[[ DATA SECTION, beginning ]]
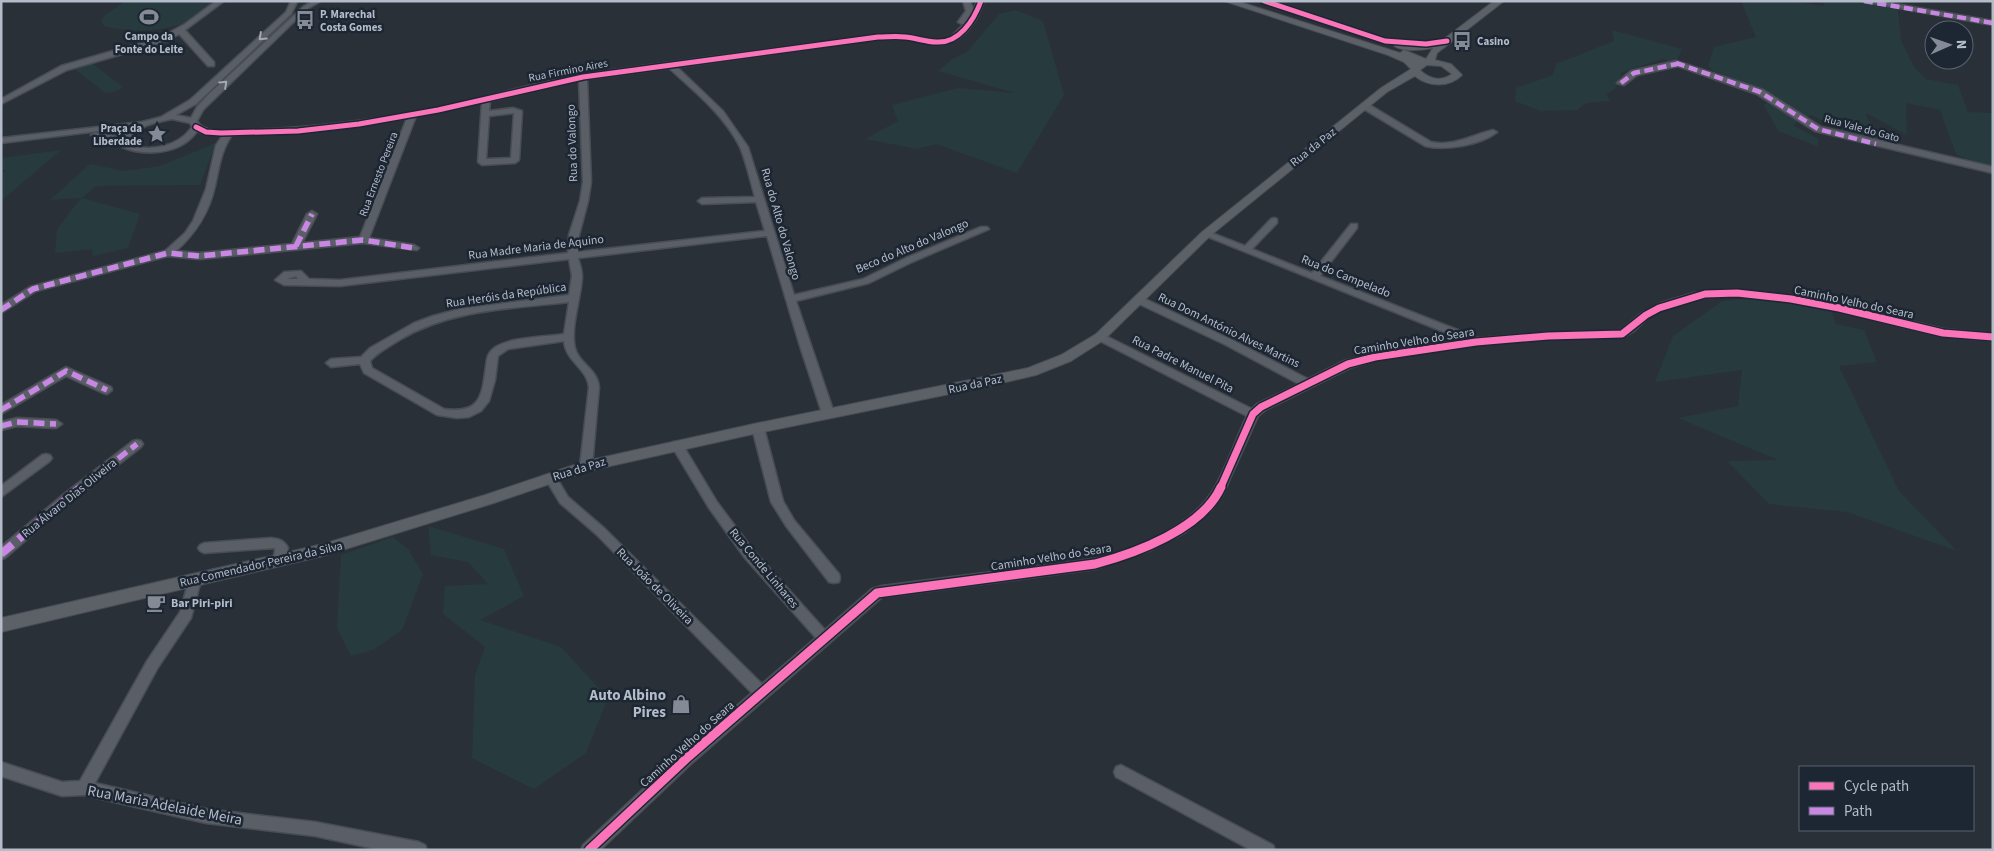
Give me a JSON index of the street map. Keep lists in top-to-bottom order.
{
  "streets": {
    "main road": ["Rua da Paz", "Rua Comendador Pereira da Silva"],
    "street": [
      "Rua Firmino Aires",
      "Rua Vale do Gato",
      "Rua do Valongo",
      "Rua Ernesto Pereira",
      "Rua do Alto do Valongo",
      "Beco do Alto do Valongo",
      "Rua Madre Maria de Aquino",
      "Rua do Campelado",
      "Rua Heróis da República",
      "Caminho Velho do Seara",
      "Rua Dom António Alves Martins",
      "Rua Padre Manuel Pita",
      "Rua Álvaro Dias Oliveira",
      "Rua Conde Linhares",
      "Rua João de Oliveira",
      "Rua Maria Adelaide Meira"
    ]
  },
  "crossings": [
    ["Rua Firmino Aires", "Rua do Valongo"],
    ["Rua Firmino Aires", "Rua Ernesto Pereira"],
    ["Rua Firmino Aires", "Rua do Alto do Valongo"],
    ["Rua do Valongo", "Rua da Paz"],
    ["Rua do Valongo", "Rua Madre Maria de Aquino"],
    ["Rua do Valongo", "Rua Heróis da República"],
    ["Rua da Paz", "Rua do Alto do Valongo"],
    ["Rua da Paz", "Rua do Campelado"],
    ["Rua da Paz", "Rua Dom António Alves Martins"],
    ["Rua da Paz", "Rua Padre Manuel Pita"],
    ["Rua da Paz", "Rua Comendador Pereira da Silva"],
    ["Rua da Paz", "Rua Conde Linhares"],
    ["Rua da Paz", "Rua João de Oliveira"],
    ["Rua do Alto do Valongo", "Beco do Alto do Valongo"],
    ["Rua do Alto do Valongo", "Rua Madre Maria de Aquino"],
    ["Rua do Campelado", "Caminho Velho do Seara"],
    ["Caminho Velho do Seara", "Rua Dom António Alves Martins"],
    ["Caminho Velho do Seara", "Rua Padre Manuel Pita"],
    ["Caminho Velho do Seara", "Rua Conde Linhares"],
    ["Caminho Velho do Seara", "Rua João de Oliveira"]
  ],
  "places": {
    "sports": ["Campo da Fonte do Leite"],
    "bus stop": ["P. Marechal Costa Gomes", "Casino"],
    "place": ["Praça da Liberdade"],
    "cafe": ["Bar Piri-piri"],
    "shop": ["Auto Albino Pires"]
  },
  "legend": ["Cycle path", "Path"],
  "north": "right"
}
[[ DATA SECTION, end ]]
### ABOUT THIS TASK
Make an exact copy of every record, pictures excluded.

### REPLY TO THE EXERCISE
Give me a JSON index of the street map. Keep lists in top-to-bottom order.
{
  "streets": {
    "main road": ["Rua da Paz", "Rua Comendador Pereira da Silva"],
    "street": [
      "Rua Firmino Aires",
      "Rua Vale do Gato",
      "Rua do Valongo",
      "Rua Ernesto Pereira",
      "Rua do Alto do Valongo",
      "Beco do Alto do Valongo",
      "Rua Madre Maria de Aquino",
      "Rua do Campelado",
      "Rua Heróis da República",
      "Caminho Velho do Seara",
      "Rua Dom António Alves Martins",
      "Rua Padre Manuel Pita",
      "Rua Álvaro Dias Oliveira",
      "Rua Conde Linhares",
      "Rua João de Oliveira",
      "Rua Maria Adelaide Meira"
    ]
  },
  "crossings": [
    ["Rua Firmino Aires", "Rua do Valongo"],
    ["Rua Firmino Aires", "Rua Ernesto Pereira"],
    ["Rua Firmino Aires", "Rua do Alto do Valongo"],
    ["Rua do Valongo", "Rua da Paz"],
    ["Rua do Valongo", "Rua Madre Maria de Aquino"],
    ["Rua do Valongo", "Rua Heróis da República"],
    ["Rua da Paz", "Rua do Alto do Valongo"],
    ["Rua da Paz", "Rua do Campelado"],
    ["Rua da Paz", "Rua Dom António Alves Martins"],
    ["Rua da Paz", "Rua Padre Manuel Pita"],
    ["Rua da Paz", "Rua Comendador Pereira da Silva"],
    ["Rua da Paz", "Rua Conde Linhares"],
    ["Rua da Paz", "Rua João de Oliveira"],
    ["Rua do Alto do Valongo", "Beco do Alto do Valongo"],
    ["Rua do Alto do Valongo", "Rua Madre Maria de Aquino"],
    ["Rua do Campelado", "Caminho Velho do Seara"],
    ["Caminho Velho do Seara", "Rua Dom António Alves Martins"],
    ["Caminho Velho do Seara", "Rua Padre Manuel Pita"],
    ["Caminho Velho do Seara", "Rua Conde Linhares"],
    ["Caminho Velho do Seara", "Rua João de Oliveira"]
  ],
  "places": {
    "sports": ["Campo da Fonte do Leite"],
    "bus stop": ["P. Marechal Costa Gomes", "Casino"],
    "place": ["Praça da Liberdade"],
    "cafe": ["Bar Piri-piri"],
    "shop": ["Auto Albino Pires"]
  },
  "legend": ["Cycle path", "Path"],
  "north": "right"
}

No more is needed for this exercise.